EXTRACTED ENTRIES ::
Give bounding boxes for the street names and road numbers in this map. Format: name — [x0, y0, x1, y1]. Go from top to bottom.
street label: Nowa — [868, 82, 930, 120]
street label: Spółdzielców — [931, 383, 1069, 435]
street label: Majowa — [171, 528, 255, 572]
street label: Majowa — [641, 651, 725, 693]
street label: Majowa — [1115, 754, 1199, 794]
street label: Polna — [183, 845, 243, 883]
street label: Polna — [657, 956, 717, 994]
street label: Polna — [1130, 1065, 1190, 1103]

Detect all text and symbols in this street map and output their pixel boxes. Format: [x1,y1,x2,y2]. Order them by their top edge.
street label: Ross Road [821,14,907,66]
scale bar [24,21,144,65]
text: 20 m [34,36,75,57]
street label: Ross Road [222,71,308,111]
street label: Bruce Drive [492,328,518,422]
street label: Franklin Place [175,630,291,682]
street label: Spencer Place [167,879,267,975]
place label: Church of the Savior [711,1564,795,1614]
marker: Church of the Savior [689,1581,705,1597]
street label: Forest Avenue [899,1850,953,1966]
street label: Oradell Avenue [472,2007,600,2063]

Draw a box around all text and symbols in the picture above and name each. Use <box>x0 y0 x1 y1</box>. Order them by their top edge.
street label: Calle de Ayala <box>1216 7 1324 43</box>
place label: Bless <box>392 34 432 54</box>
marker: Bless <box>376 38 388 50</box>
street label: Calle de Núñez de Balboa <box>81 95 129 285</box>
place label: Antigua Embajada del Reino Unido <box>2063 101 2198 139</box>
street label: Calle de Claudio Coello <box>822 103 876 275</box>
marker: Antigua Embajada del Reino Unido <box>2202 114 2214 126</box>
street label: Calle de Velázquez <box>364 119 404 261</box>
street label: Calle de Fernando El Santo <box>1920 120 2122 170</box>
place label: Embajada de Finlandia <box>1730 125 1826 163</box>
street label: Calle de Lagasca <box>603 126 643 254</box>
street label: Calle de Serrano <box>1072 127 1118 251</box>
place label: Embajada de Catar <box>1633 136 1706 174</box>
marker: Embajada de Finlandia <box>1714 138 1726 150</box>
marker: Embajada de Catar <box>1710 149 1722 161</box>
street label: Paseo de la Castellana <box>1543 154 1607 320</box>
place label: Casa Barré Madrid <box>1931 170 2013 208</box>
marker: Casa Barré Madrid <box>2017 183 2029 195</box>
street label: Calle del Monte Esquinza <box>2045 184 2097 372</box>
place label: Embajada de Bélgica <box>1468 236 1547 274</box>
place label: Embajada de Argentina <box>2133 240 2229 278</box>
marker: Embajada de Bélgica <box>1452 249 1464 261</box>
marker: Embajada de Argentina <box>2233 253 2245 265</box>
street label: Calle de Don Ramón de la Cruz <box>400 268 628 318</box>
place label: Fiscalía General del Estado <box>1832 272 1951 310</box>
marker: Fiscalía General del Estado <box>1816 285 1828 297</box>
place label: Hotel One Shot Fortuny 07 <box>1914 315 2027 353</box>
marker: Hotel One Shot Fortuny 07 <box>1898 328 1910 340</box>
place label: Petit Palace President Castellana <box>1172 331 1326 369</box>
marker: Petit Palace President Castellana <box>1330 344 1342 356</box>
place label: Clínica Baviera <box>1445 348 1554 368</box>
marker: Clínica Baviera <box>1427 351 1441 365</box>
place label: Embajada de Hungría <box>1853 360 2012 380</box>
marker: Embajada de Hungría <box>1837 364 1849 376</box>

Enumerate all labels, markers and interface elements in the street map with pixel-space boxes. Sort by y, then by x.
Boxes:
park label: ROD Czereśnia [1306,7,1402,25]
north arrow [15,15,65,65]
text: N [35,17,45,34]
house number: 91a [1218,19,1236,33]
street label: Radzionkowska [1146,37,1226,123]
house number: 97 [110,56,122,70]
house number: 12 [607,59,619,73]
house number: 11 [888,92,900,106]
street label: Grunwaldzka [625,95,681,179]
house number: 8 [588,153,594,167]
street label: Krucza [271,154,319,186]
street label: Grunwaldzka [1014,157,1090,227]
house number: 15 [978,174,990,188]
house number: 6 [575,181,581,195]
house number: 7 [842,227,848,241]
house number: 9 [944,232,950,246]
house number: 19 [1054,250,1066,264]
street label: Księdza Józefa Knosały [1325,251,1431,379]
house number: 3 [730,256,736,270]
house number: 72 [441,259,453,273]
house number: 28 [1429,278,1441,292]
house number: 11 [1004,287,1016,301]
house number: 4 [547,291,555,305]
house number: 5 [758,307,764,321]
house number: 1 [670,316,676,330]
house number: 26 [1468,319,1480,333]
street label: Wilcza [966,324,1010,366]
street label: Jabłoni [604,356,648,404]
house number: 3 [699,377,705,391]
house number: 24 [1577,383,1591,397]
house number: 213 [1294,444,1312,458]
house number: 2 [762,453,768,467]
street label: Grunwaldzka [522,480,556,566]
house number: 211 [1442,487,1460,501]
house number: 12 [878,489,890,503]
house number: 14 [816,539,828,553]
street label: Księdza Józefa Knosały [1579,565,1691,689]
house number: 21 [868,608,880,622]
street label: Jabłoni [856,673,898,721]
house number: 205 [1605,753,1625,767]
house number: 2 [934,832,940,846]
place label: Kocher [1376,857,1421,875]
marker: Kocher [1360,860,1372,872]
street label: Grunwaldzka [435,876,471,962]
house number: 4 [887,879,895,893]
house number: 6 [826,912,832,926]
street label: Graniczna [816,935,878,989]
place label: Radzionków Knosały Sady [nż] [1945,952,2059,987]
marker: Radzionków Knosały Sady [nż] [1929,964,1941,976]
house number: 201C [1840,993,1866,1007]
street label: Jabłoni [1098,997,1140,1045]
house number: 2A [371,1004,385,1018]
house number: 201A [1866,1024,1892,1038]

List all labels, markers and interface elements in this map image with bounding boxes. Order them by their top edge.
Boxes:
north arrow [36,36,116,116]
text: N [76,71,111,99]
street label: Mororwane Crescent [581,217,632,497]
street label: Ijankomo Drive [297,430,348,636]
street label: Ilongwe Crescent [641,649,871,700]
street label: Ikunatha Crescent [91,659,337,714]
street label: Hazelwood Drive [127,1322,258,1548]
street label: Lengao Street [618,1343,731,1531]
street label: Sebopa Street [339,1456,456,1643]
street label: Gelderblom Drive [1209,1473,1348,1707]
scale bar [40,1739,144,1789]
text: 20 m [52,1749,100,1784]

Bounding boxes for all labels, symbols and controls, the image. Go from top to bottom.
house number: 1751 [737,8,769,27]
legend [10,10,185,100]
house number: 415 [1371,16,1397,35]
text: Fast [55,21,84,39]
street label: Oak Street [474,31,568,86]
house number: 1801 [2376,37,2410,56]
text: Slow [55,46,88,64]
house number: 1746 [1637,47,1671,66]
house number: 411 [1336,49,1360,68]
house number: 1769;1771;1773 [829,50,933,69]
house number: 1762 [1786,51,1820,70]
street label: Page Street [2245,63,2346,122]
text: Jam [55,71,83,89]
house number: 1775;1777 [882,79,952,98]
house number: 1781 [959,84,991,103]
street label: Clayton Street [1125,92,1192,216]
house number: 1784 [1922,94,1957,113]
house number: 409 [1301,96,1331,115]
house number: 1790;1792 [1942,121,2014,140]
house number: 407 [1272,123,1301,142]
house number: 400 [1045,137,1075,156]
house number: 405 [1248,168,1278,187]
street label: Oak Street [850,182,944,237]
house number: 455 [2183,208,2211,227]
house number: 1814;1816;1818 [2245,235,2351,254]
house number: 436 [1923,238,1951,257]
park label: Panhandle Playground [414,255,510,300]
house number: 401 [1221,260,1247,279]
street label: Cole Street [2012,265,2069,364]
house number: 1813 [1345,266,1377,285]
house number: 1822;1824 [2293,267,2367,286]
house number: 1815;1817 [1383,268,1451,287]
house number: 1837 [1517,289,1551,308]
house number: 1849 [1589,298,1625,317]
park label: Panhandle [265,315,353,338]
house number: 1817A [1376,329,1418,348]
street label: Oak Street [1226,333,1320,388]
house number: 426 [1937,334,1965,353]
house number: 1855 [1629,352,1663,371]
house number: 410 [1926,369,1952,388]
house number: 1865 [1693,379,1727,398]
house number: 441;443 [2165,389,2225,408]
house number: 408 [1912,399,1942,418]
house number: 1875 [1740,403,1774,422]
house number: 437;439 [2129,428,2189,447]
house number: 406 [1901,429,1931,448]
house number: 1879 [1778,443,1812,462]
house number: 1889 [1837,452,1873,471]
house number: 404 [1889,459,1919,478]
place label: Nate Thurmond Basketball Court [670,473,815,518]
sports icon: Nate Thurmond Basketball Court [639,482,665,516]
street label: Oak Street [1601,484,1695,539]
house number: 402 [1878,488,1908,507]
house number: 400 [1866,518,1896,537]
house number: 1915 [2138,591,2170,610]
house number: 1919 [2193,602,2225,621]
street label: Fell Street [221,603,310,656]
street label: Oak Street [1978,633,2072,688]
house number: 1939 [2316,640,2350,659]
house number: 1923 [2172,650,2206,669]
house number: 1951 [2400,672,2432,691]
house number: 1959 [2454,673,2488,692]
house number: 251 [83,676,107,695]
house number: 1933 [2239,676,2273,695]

WORK INSTRUCTION :: Working through the records above, establish how many lines contain the string "Madrid", and reply with the number by itself.

ANSWER TO THIS TASK :: 2